Da quando le truppe di Mosca hanno invaso il loro paese, molti ucraini hanno deciso di rimboccarsi le maniche. E questo è sicuramente il caso della scrittrice e poeta Viktorija Amelina.

Subito dopo il 24 febbraio 2022, il giorno in cui i soldati inviati dal Cremlino hanno attaccato il suo paese, Amelina ha cominciato a lavorare come volontaria per le organizzazioni umanitarie a Leopoli, la città dell’Ucraina occidentale dov’è nata e che dall’inizio della guerra accoglie migliaia di sfollati. Amelina ha ospitato molte persone in fuga dalle regioni colpite dal conflitto.
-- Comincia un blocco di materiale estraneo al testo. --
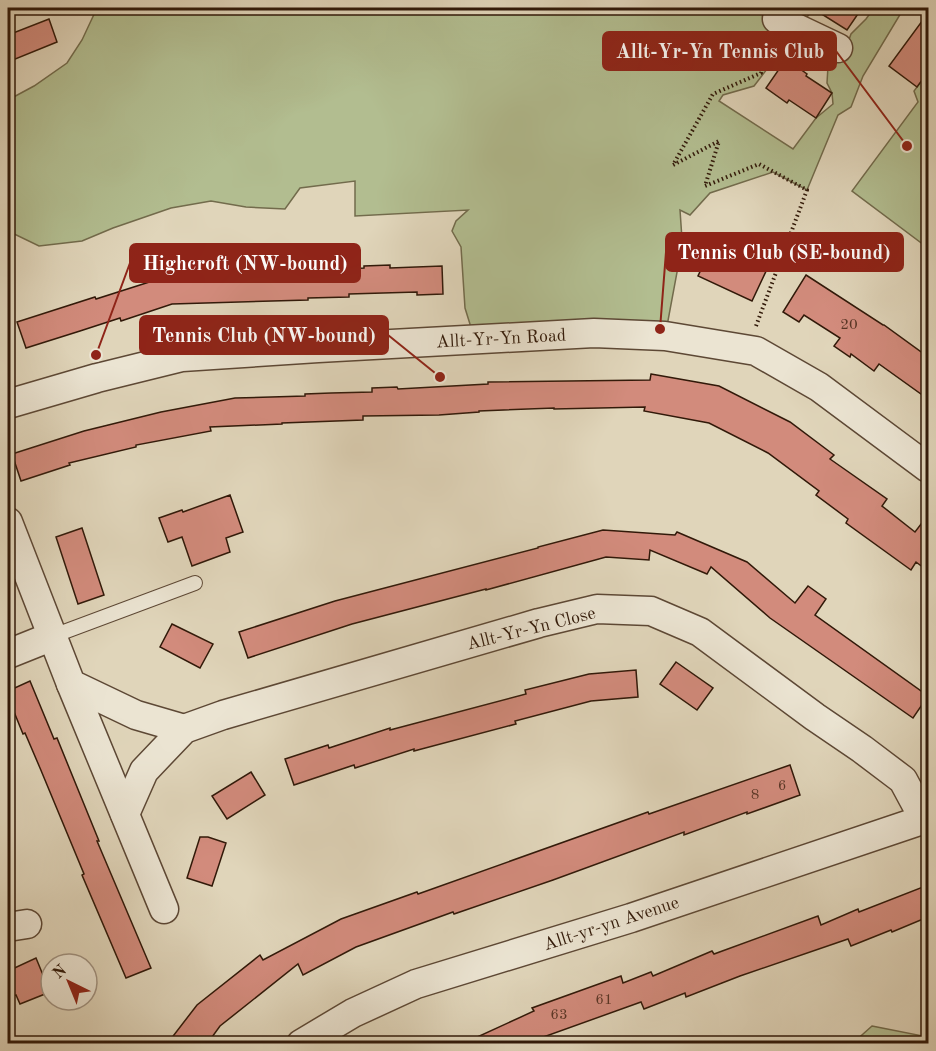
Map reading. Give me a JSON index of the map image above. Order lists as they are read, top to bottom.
{
  "streets": {
    "street": ["Allt-Yr-Yn Road", "Allt-Yr-Yn Close", "Allt-yr-yn Avenue"]
  },
  "crossings": [
    ["Allt-Yr-Yn Close", "Allt-yr-yn Avenue"]
  ],
  "places": [
    "Allt-Yr-Yn Tennis Club",
    "Tennis Club (SE-bound)",
    "Highcroft (NW-bound)",
    "Tennis Club (NW-bound)"
  ],
  "house_numbers": [
    "20",
    "6",
    "8",
    "61",
    "63"
  ],
  "north": "top left"
}
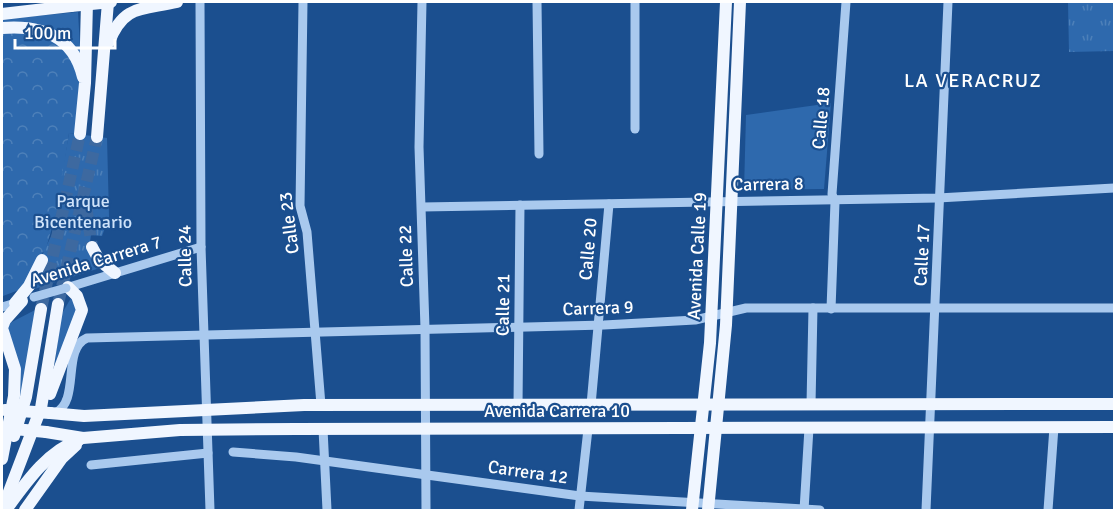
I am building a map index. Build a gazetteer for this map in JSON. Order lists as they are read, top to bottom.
{
  "streets": {
    "main road": ["Avenida Calle 19", "Avenida Carrera 10"],
    "street": [
      "Calle 18",
      "Carrera 8",
      "Calle 23",
      "Calle 20",
      "Calle 17",
      "Calle 24",
      "Calle 22",
      "Avenida Carrera 7",
      "Calle 21",
      "Carrera 9",
      "Carrera 12"
    ]
  },
  "crossings": [
    ["Calle 18", "Carrera 8"],
    ["Calle 18", "Carrera 9"],
    ["Carrera 8", "Calle 20"],
    ["Carrera 8", "Calle 17"],
    ["Carrera 8", "Calle 22"],
    ["Carrera 8", "Avenida Calle 19"],
    ["Carrera 8", "Calle 21"],
    ["Calle 23", "Carrera 9"],
    ["Calle 23", "Avenida Carrera 10"],
    ["Calle 20", "Carrera 9"],
    ["Calle 20", "Avenida Carrera 10"],
    ["Calle 17", "Carrera 9"],
    ["Calle 17", "Avenida Carrera 10"],
    ["Calle 24", "Avenida Carrera 7"],
    ["Calle 24", "Carrera 9"],
    ["Calle 24", "Avenida Carrera 10"],
    ["Calle 22", "Carrera 9"],
    ["Calle 22", "Avenida Carrera 10"],
    ["Calle 22", "Carrera 12"],
    ["Avenida Calle 19", "Carrera 9"],
    ["Avenida Calle 19", "Avenida Carrera 10"],
    ["Avenida Calle 19", "Carrera 12"],
    ["Calle 21", "Carrera 9"],
    ["Calle 21", "Avenida Carrera 10"],
    ["Carrera 9", "Avenida Carrera 10"]
  ],
  "districts": ["LA VERACRUZ"],
  "parks": ["Parque Bicentenario"],
  "scale_bar": "100 m"
}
Durante le prime settimane della guerra, l’atmosfera a Leopoli era carica di paura. Le finestre dell’appartamento della madre di Amelina si sono frantumate quando un missile ha colpito un vicino stabilimento per la manutenzione dei carri armati. Meno di un mese dopo, sono arrivate le notizie sulla morte di alcuni conoscenti. “In quel periodo pensavamo che potesse succedere qualsiasi cosa”, racconta la scrittrice, 37 anni. “Anche un’offensiva russa dalla Bielorussia, con Leopoli come primo obiettivo”.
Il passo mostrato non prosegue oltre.